Donde concluíram que a Fisiologia é (segundo uma velha frase) o romance da medicina. Como não conseguiram compreende-la, não acreditavam nela. (in Bouvard e Pécuchet)
Bouvard e Pécuchet, de Flaubert, é um livro bastante peculiar; pese embora o caráter repetitivo ou cíclico da história, em momento nenhum o humor flaubertiano se torna cansativo. Quando há uns bons anos atrás o li pela primeira vez, fiquei com uma impressão muito positiva; esta releitura confirmou plenamente a primeira apreciação: agradam-me a história, os personagens, o tipo de humor, a escrita fluída, as referências culturais (o autor terá consultado centenas de obras durante a escrita deste livro) e o modo como brinca com elas...
Publicado em 1881, um ano após a morte do autor, Bouvard e Pécuchet retrata a amizade de dois funcionários que, sendo ambos livres e gozando da herança recebida por um deles, decidem quebrar com a sua vida rotineira (e até certo ponto monótona) indo viver para o campo e despender o seu tempo a desenvolver-se intelectualmente.
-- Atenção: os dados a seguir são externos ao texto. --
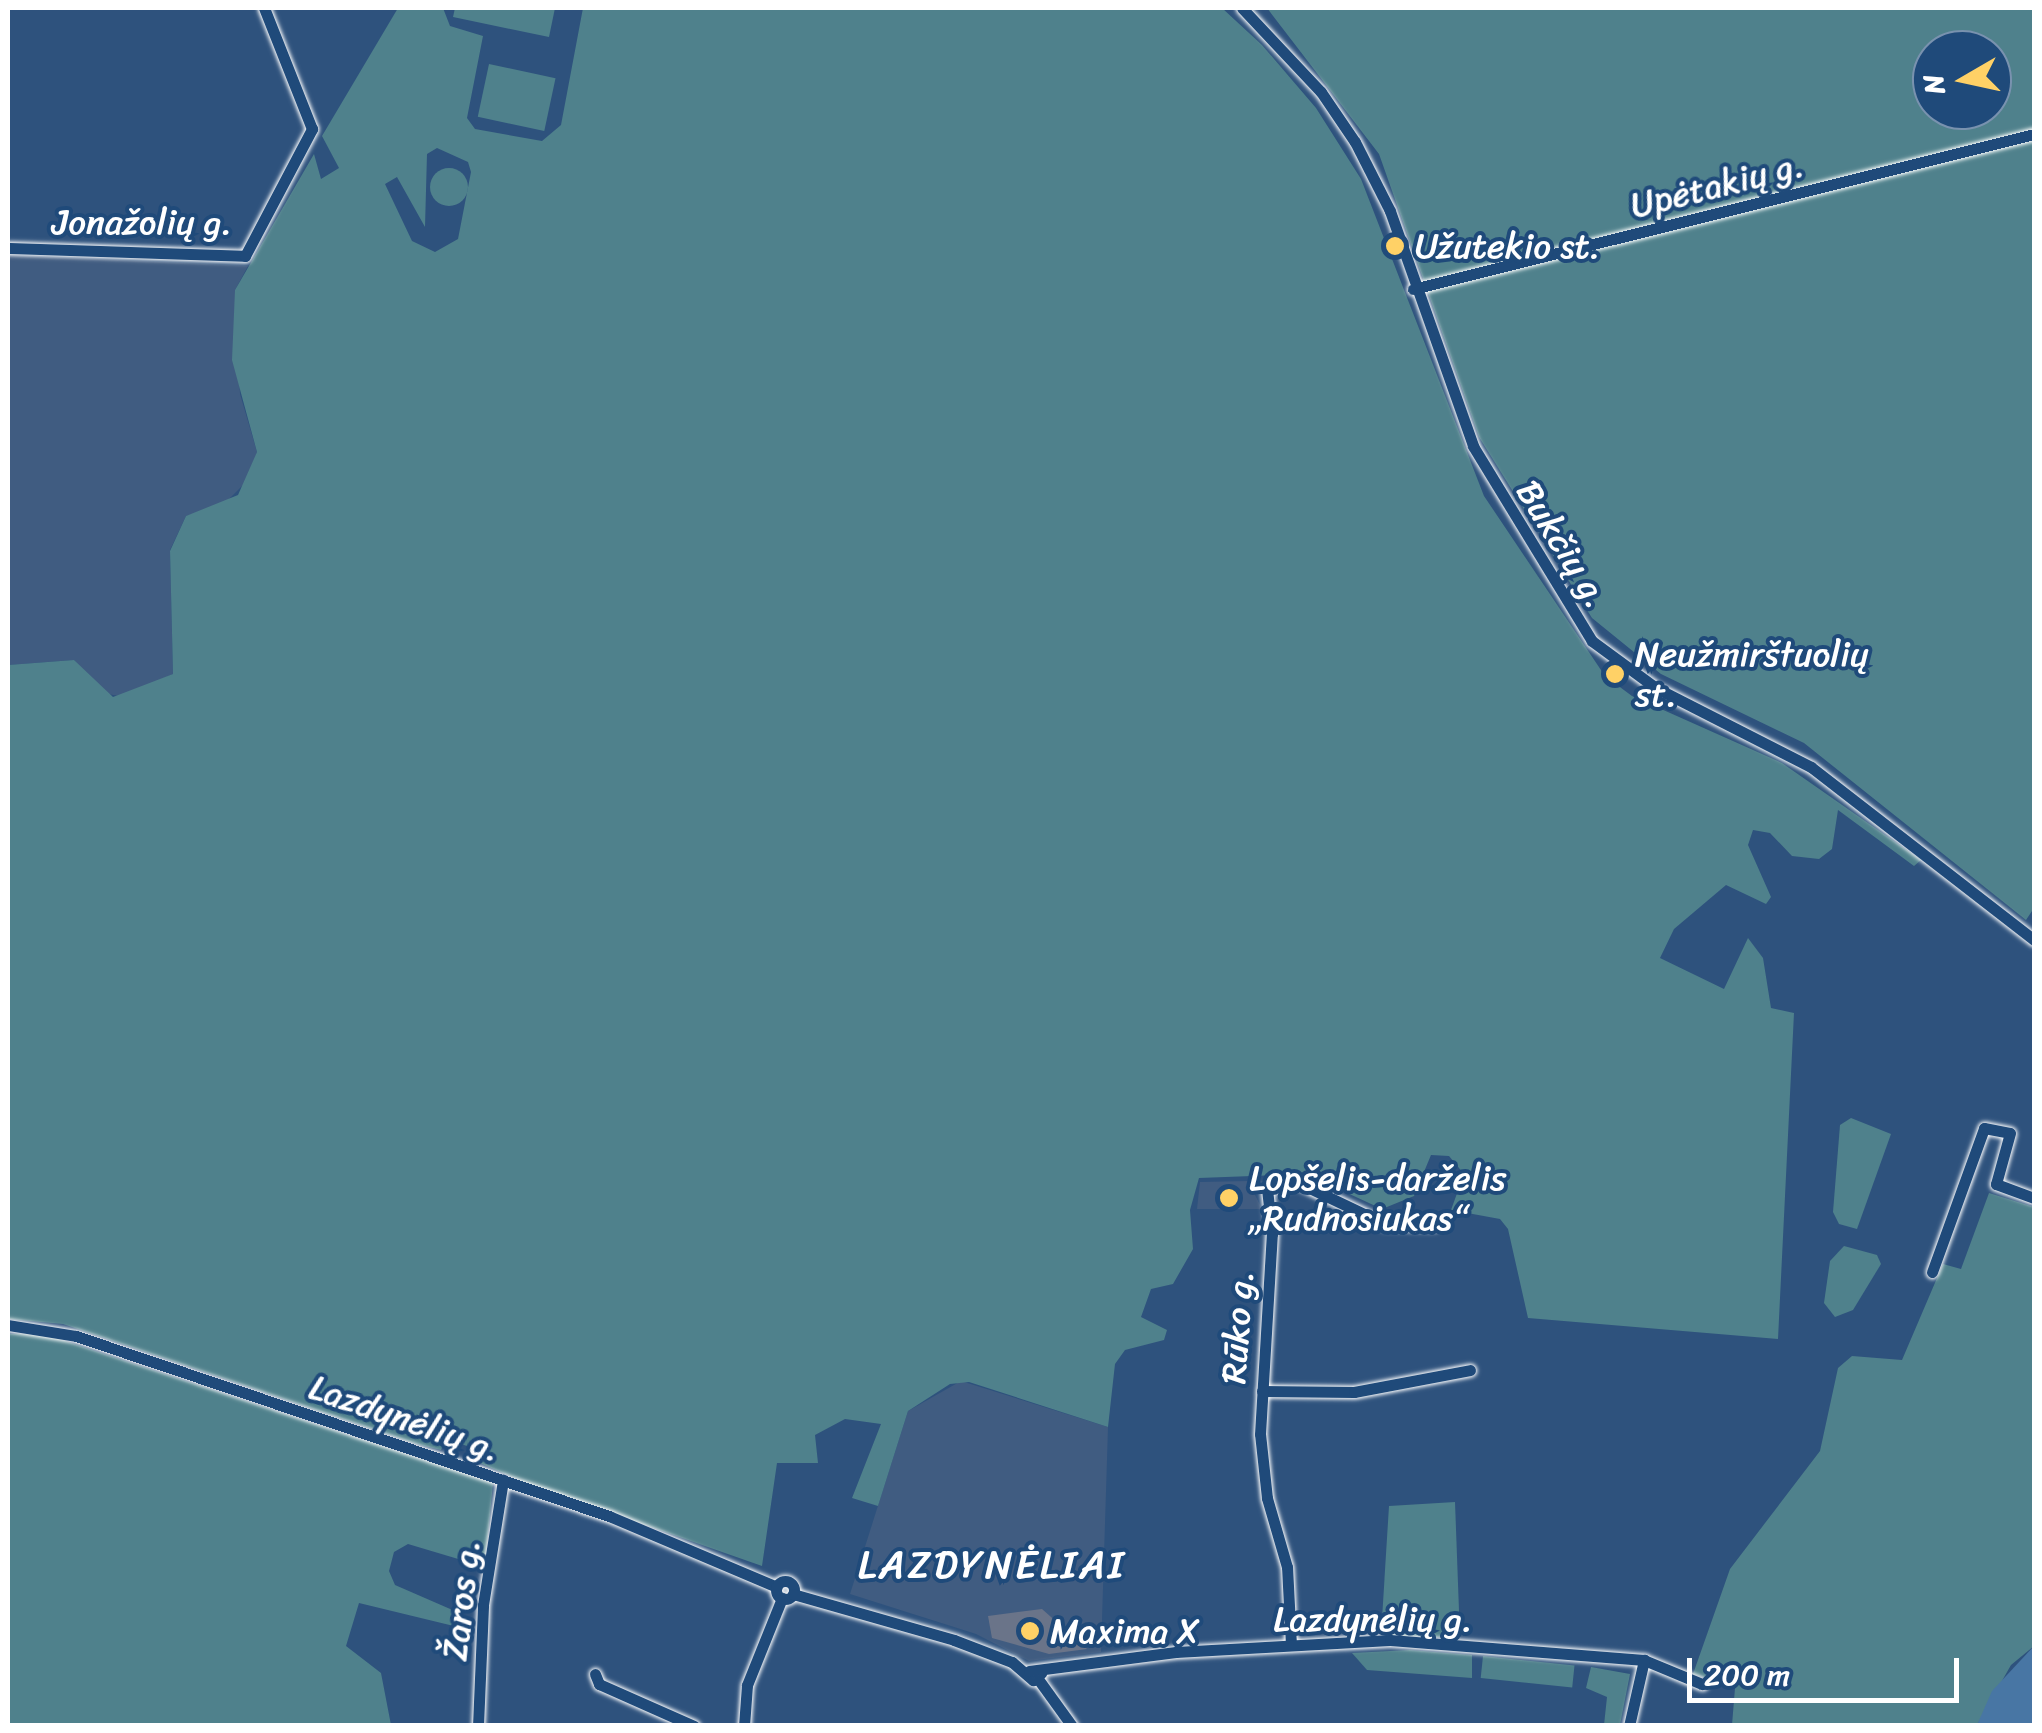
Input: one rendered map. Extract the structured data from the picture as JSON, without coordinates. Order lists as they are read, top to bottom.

Entusiasticamente, Bouvard e Pécuchet lançam-se na prática da agricultura, investindo no estudo e recorrendo às últimas técnicas, métodos, instrumentos; porém, as coisas não correm exatamente como esperado... E assim, perante o fracasso, passam a apostar na arboricultura, e depois na jardinagem, e posteriormente na conservação de alimentos...
Ao longo dos anos, os protagonistas vão saltando pelas várias áreas do saber: pela química, apesar de se enredarem nos seus conceitos por vezes complexos e abstratos; pela anatomia e pela medicina, fazendo experiências nem sempre conclusivas; pela geologia e pela arqueológica, cedendo à febre do colecionismo sem qualquer critério objetivo, e desiludindo-se com a existência de múltiplas interpretações na história; pela literatura, experimentando os vários géneros, sem no entanto atingirem a satisfação com qualquer um deles; pela política, ainda que isso lhes traga inimizades; pelo amor, tropeçando nas suas vicissitudes; pelo desporto, tendo o esforço sido maior que o possível e desejável; pelo esoterismo (e nomeadamente pelo - então na moda - magnetismo) e pela filosofia (metafísica e lógica), caminhos sapientais percorridos de forma trôpega e que, quase inevitavelmente, os levam a ficar encurralados pela abstração e pela impossibilidade de se chegar a um conhecimento absoluto, indubitável; pela religião, enveredando numa busca da simplicidade, da pureza interior, de um sentido para a vida, não encontrando, de novo, um resposta definitiva e absoluta para os seus anseios; pela educação, procurando formar duas crianças, filhas de um criminoso; e por outras áreas mais.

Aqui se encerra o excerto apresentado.